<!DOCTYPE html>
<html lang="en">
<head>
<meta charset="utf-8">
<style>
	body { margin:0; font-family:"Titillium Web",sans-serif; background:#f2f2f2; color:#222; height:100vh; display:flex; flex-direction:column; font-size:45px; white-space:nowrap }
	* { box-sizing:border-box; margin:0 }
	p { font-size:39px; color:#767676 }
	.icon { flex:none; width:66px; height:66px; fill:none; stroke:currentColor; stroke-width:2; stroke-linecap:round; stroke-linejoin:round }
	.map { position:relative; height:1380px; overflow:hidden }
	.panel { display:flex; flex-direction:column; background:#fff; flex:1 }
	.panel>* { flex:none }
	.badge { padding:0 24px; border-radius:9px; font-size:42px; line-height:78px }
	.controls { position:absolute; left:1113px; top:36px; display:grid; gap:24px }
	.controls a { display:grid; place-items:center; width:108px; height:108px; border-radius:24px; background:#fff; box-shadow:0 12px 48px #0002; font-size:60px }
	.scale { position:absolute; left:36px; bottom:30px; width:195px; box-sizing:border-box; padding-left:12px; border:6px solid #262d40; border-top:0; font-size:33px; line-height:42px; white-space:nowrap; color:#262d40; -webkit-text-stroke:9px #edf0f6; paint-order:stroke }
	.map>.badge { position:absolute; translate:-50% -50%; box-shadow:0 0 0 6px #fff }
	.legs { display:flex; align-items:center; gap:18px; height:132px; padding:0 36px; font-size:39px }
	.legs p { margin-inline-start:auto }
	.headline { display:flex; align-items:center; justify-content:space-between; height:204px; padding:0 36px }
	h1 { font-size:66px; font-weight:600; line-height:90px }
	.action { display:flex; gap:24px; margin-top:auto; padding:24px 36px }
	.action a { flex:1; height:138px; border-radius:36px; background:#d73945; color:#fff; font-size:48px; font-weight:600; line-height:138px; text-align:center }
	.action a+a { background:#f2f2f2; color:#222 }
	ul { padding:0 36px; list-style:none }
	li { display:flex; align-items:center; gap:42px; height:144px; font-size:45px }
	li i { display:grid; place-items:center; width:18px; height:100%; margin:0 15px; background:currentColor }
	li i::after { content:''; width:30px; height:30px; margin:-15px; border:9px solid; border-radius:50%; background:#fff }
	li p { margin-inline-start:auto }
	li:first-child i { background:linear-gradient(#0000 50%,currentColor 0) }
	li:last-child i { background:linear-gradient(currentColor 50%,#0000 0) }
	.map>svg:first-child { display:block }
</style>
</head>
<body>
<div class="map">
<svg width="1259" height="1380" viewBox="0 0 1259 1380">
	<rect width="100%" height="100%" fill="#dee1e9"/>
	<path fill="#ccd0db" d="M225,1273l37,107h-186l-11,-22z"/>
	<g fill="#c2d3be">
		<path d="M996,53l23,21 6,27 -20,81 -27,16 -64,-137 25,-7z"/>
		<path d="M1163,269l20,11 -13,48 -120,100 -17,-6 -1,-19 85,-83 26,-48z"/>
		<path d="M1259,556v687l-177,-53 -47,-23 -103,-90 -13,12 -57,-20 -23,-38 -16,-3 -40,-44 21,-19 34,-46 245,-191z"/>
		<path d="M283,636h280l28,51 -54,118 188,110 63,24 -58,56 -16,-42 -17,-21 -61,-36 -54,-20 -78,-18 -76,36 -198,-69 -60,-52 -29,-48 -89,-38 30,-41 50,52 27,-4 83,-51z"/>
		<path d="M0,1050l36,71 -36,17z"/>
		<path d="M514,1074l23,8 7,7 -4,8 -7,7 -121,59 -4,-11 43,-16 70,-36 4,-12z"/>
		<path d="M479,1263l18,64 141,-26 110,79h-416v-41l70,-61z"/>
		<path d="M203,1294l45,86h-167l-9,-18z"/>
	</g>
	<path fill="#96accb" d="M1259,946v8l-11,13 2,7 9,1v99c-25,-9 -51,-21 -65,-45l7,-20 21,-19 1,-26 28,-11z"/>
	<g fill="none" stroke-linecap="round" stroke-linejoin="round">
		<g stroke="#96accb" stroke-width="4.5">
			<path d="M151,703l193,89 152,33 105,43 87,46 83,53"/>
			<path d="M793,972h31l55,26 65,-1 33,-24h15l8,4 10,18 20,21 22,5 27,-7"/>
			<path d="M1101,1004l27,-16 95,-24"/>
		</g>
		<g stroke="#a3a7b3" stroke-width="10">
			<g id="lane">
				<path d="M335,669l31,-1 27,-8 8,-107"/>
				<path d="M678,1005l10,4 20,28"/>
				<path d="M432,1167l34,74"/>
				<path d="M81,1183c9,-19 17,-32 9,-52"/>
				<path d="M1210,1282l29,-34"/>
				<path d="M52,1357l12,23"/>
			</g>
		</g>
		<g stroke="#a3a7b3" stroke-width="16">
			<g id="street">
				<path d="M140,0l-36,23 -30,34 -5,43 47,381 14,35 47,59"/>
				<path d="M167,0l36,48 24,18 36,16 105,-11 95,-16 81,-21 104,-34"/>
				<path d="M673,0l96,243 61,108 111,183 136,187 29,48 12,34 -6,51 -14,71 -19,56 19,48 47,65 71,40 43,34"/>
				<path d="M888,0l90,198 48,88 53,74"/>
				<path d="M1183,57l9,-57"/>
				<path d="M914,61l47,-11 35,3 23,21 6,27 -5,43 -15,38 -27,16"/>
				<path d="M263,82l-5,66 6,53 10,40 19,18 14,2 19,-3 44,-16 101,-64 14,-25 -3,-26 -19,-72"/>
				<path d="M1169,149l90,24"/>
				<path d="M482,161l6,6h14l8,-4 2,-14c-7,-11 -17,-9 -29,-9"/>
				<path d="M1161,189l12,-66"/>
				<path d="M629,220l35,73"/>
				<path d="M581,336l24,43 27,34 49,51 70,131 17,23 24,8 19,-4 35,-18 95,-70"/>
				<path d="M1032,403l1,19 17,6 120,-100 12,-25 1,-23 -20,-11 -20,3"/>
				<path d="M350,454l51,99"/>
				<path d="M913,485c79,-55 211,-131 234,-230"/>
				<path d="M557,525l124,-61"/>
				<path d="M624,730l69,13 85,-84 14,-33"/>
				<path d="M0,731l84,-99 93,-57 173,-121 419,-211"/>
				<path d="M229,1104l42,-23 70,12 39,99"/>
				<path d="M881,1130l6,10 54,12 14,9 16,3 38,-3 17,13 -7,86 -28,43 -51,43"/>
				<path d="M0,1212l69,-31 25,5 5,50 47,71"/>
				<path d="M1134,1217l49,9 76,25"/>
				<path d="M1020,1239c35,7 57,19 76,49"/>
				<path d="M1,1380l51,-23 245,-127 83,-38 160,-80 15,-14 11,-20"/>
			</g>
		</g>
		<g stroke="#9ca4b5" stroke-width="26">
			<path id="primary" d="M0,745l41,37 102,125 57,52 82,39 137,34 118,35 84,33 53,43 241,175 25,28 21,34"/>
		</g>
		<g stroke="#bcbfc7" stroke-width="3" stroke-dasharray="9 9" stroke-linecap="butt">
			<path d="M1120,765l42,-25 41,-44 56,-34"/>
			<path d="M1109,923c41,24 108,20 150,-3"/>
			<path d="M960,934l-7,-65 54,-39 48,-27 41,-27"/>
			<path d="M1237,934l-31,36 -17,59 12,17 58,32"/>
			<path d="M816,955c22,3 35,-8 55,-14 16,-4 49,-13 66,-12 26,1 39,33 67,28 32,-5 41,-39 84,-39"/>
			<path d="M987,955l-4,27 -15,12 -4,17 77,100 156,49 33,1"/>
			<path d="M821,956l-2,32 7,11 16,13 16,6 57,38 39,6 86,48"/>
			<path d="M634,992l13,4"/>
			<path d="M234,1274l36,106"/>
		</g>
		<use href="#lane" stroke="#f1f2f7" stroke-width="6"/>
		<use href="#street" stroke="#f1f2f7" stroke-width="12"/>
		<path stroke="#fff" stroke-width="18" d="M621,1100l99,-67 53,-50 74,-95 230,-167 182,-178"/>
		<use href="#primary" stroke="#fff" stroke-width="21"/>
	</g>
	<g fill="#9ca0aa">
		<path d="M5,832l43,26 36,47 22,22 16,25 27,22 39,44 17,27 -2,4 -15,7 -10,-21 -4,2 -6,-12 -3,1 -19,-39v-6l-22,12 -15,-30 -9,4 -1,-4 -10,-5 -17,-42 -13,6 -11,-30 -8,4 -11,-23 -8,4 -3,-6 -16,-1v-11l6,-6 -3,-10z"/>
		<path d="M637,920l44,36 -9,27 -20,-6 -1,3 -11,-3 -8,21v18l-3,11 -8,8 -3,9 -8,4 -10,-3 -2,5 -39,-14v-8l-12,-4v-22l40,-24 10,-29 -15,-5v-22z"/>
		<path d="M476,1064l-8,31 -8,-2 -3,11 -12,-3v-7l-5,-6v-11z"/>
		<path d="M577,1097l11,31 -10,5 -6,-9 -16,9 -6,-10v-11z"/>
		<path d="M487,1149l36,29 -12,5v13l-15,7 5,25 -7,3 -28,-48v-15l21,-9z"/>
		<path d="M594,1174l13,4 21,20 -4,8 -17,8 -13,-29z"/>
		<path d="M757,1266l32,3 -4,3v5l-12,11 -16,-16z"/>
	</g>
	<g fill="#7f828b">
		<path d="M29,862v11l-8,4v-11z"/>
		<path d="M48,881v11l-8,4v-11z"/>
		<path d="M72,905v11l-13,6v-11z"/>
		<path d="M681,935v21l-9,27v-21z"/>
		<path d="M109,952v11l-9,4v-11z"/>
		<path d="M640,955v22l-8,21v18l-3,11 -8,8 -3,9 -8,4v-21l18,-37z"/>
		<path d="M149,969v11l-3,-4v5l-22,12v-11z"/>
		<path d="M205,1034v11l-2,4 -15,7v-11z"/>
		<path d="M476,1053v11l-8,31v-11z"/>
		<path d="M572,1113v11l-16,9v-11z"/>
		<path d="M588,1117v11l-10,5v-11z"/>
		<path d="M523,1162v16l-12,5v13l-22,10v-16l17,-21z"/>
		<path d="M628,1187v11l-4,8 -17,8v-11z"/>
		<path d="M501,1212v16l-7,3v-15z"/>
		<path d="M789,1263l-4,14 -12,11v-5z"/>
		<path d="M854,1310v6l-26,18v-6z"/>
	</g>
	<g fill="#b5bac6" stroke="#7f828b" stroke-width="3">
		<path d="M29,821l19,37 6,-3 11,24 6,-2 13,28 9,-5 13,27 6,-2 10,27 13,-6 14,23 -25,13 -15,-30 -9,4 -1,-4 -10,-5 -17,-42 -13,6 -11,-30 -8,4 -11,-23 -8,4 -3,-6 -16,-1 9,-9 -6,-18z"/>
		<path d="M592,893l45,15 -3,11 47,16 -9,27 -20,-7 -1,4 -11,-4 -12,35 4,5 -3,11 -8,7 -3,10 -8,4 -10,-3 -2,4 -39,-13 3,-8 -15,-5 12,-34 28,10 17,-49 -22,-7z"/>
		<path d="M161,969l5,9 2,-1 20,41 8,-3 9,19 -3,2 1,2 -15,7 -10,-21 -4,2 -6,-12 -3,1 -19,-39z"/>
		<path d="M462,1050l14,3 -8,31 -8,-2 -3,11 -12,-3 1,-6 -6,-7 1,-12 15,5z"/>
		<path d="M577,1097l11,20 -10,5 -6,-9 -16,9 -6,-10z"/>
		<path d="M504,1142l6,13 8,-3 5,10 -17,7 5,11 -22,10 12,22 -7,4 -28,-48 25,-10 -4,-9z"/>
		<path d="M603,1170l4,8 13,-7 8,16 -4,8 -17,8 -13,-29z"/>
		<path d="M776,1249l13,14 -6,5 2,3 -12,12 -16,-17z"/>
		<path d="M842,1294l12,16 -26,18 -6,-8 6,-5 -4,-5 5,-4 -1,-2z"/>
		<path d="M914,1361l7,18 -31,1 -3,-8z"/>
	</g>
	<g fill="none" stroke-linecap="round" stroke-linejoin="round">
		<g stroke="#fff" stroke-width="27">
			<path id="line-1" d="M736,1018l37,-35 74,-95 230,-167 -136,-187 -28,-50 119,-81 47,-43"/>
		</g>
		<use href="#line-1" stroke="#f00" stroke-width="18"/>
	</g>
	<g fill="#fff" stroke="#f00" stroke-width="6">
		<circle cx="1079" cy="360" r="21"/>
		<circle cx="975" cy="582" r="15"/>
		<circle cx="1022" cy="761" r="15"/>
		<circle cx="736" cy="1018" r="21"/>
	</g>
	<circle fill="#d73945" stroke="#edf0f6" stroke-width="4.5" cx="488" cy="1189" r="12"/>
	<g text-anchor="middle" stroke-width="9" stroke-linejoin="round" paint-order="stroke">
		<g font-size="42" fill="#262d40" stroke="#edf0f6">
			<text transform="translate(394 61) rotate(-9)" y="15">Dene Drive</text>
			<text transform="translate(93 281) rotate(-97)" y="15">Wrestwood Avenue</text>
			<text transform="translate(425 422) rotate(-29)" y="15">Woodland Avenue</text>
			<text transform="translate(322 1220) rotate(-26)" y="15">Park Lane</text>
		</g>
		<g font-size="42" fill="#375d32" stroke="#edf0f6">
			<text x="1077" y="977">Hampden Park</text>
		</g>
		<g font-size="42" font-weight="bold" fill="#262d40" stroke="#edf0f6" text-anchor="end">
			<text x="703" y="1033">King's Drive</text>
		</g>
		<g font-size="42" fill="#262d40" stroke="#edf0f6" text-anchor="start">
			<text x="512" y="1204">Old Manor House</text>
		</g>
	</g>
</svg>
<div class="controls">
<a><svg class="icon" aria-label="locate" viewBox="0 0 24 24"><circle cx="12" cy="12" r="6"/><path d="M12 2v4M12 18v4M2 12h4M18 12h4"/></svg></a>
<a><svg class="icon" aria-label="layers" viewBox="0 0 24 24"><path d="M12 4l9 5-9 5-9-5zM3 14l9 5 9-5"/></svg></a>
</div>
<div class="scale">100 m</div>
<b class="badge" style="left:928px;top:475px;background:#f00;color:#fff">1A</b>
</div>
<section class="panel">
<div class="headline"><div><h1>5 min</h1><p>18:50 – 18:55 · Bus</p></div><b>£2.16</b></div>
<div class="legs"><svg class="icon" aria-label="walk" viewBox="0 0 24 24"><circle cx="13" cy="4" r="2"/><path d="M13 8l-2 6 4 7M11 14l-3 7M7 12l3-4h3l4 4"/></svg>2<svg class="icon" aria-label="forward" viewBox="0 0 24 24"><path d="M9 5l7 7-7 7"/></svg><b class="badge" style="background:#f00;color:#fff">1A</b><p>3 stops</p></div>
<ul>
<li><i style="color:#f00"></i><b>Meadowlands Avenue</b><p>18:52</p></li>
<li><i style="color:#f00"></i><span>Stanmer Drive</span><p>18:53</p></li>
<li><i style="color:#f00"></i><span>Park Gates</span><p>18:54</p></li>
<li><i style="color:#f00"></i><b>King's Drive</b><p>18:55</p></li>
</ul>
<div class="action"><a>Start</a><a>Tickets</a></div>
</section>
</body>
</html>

**Exercise requirements**
Your output should consist solely of the lines from the beginning of the entries through the line containing "flex:none; width:66px; height:66px;", reproduced exactly.

**Finished task**
<!DOCTYPE html>
<html lang="en">
<head>
<meta charset="utf-8">
<style>
	body { margin:0; font-family:"Titillium Web",sans-serif; background:#f2f2f2; color:#222; height:100vh; display:flex; flex-direction:column; font-size:45px; white-space:nowrap }
	* { box-sizing:border-box; margin:0 }
	p { font-size:39px; color:#767676 }
	.icon { flex:none; width:66px; height:66px; fill:none; stroke:currentColor; stroke-width:2; stroke-linecap:round; stroke-linejoin:round }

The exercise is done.